Information shown:
----

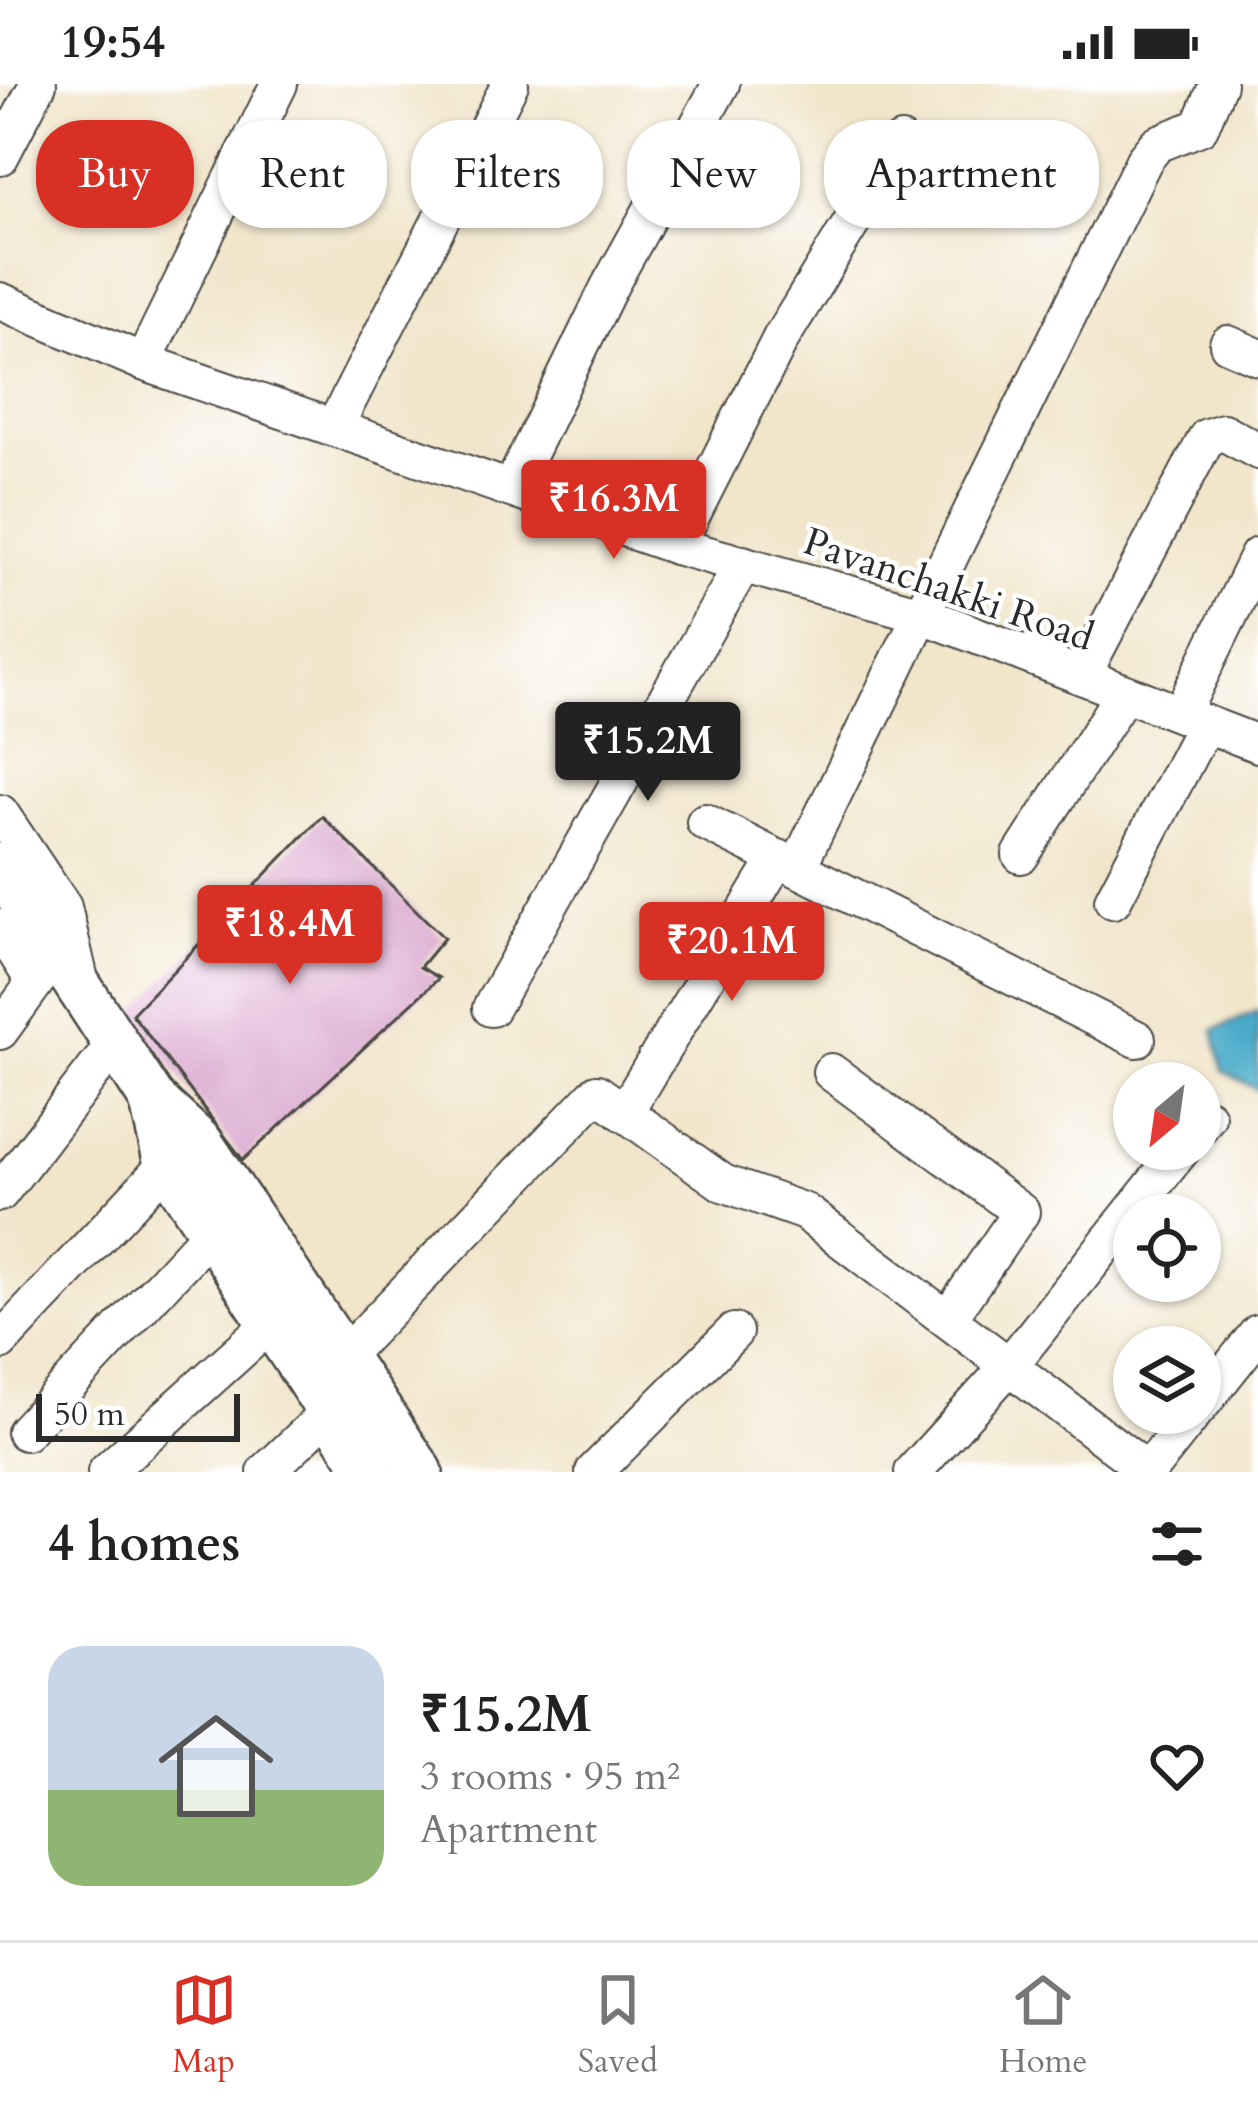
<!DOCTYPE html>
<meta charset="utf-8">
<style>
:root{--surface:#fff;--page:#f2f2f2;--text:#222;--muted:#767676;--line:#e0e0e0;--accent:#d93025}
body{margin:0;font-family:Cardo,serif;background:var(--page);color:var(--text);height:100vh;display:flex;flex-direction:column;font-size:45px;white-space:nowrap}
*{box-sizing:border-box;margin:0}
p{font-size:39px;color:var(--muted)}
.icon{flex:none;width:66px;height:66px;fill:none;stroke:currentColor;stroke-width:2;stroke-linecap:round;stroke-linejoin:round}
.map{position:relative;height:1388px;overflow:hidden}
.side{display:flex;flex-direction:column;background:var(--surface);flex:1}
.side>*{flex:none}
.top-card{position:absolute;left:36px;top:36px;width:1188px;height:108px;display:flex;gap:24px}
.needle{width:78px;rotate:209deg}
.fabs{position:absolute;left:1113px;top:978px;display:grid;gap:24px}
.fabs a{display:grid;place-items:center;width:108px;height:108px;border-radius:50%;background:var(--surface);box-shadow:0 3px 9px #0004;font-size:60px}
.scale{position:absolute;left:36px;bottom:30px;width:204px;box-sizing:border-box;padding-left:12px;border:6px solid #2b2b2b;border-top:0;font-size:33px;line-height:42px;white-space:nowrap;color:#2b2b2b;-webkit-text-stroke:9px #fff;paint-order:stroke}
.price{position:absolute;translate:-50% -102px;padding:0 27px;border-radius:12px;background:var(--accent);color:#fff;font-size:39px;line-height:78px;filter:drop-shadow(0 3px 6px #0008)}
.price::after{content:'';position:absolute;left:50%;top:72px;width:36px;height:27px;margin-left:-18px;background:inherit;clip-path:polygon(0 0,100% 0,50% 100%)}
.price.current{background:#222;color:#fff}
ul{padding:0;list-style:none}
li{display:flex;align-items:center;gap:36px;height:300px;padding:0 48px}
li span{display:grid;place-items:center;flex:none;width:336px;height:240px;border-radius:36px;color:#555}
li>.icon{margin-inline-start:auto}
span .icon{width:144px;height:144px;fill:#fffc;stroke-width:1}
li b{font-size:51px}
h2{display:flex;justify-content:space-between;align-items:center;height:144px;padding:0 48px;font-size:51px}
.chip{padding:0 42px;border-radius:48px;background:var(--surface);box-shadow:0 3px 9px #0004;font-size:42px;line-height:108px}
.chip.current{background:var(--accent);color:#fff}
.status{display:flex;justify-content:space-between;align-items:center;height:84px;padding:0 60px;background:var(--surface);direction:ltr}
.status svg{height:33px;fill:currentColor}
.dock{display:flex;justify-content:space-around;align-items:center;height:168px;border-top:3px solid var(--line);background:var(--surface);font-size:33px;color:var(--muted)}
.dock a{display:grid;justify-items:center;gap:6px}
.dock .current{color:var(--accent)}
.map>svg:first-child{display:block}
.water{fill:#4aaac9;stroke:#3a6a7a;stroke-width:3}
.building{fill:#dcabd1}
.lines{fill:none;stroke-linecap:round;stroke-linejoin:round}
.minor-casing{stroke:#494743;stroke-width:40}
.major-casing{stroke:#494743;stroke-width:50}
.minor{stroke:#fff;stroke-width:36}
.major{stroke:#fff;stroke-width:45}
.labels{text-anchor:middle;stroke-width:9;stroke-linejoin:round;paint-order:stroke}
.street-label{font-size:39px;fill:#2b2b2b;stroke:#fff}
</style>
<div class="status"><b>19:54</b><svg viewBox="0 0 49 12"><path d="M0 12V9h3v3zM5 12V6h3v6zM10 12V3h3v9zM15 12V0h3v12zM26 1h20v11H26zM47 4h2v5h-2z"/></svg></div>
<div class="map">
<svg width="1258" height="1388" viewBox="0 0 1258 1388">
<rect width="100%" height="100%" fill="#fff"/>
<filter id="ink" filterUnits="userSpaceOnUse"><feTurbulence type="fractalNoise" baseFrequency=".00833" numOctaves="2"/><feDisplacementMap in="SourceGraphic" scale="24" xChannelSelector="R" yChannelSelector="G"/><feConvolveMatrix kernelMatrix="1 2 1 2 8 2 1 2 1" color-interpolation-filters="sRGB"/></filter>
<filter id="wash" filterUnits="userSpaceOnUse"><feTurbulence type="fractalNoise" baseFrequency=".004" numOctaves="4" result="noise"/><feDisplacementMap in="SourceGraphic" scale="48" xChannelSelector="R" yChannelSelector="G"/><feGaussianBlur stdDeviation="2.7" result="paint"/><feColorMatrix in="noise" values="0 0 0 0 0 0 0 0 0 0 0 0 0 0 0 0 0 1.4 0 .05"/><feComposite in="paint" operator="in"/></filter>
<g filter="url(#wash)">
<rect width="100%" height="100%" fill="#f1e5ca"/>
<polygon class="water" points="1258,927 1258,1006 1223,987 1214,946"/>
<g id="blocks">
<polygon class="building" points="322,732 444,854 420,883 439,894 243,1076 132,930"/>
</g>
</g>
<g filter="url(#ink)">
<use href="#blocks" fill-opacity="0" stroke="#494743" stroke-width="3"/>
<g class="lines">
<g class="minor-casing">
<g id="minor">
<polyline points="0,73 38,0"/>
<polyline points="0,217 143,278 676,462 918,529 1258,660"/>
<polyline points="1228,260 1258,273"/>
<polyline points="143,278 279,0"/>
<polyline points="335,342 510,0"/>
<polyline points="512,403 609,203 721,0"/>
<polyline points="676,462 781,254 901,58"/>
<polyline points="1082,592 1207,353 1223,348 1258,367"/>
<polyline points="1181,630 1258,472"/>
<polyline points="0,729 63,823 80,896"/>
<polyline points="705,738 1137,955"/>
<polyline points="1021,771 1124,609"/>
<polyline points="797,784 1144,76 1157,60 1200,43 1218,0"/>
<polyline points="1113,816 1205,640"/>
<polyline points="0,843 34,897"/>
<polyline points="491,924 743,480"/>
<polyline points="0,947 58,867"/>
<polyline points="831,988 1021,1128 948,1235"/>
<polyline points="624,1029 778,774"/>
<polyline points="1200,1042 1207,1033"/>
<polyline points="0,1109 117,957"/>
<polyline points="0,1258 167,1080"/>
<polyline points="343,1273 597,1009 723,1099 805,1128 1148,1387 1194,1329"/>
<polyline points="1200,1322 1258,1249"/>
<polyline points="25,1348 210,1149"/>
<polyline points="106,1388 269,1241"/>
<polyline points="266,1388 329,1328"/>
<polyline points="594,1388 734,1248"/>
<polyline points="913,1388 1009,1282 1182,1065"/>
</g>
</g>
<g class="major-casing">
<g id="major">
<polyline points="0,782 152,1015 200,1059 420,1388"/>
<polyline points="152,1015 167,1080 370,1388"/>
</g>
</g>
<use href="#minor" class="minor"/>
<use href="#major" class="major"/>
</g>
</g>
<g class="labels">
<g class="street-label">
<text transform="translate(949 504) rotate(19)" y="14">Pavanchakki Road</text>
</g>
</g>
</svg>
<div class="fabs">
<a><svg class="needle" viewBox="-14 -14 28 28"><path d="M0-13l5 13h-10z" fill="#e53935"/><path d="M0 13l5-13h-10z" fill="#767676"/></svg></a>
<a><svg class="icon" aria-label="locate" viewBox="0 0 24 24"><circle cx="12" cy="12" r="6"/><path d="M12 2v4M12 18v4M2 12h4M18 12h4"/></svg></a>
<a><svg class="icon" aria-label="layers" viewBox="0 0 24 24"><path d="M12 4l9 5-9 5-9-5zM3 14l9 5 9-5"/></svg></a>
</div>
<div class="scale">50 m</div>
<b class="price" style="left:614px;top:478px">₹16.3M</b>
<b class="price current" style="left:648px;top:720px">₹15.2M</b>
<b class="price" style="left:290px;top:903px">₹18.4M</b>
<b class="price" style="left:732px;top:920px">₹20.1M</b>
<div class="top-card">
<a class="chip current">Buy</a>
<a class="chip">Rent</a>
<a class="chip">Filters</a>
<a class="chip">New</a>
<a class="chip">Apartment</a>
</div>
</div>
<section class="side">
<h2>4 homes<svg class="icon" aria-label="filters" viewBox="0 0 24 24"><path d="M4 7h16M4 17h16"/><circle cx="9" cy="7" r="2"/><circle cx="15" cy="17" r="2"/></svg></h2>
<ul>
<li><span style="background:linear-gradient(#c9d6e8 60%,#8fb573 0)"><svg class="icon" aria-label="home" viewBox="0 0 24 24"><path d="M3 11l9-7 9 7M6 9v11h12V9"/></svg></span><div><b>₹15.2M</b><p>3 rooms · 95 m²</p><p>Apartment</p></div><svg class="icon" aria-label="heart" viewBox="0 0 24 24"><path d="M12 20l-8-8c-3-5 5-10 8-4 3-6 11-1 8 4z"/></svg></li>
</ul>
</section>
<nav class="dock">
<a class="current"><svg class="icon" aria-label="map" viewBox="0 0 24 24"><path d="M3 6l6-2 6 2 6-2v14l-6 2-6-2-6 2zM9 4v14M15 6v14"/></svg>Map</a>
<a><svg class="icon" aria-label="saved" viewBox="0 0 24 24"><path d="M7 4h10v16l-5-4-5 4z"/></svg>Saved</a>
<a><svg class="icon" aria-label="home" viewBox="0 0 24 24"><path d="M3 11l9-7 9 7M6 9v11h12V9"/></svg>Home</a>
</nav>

----

What you are asked to do:
Which lines above contain the word "margin"? Show each of them.

Task output:
body{margin:0;font-family:Cardo,serif;background:var(--page);color:var(--text);height:100vh;display:flex;flex-direction:column;font-size:45px;white-space:nowrap}
*{box-sizing:border-box;margin:0}
.price::after{content:'';position:absolute;left:50%;top:72px;width:36px;height:27px;margin-left:-18px;background:inherit;clip-path:polygon(0 0,100% 0,50% 100%)}
li>.icon{margin-inline-start:auto}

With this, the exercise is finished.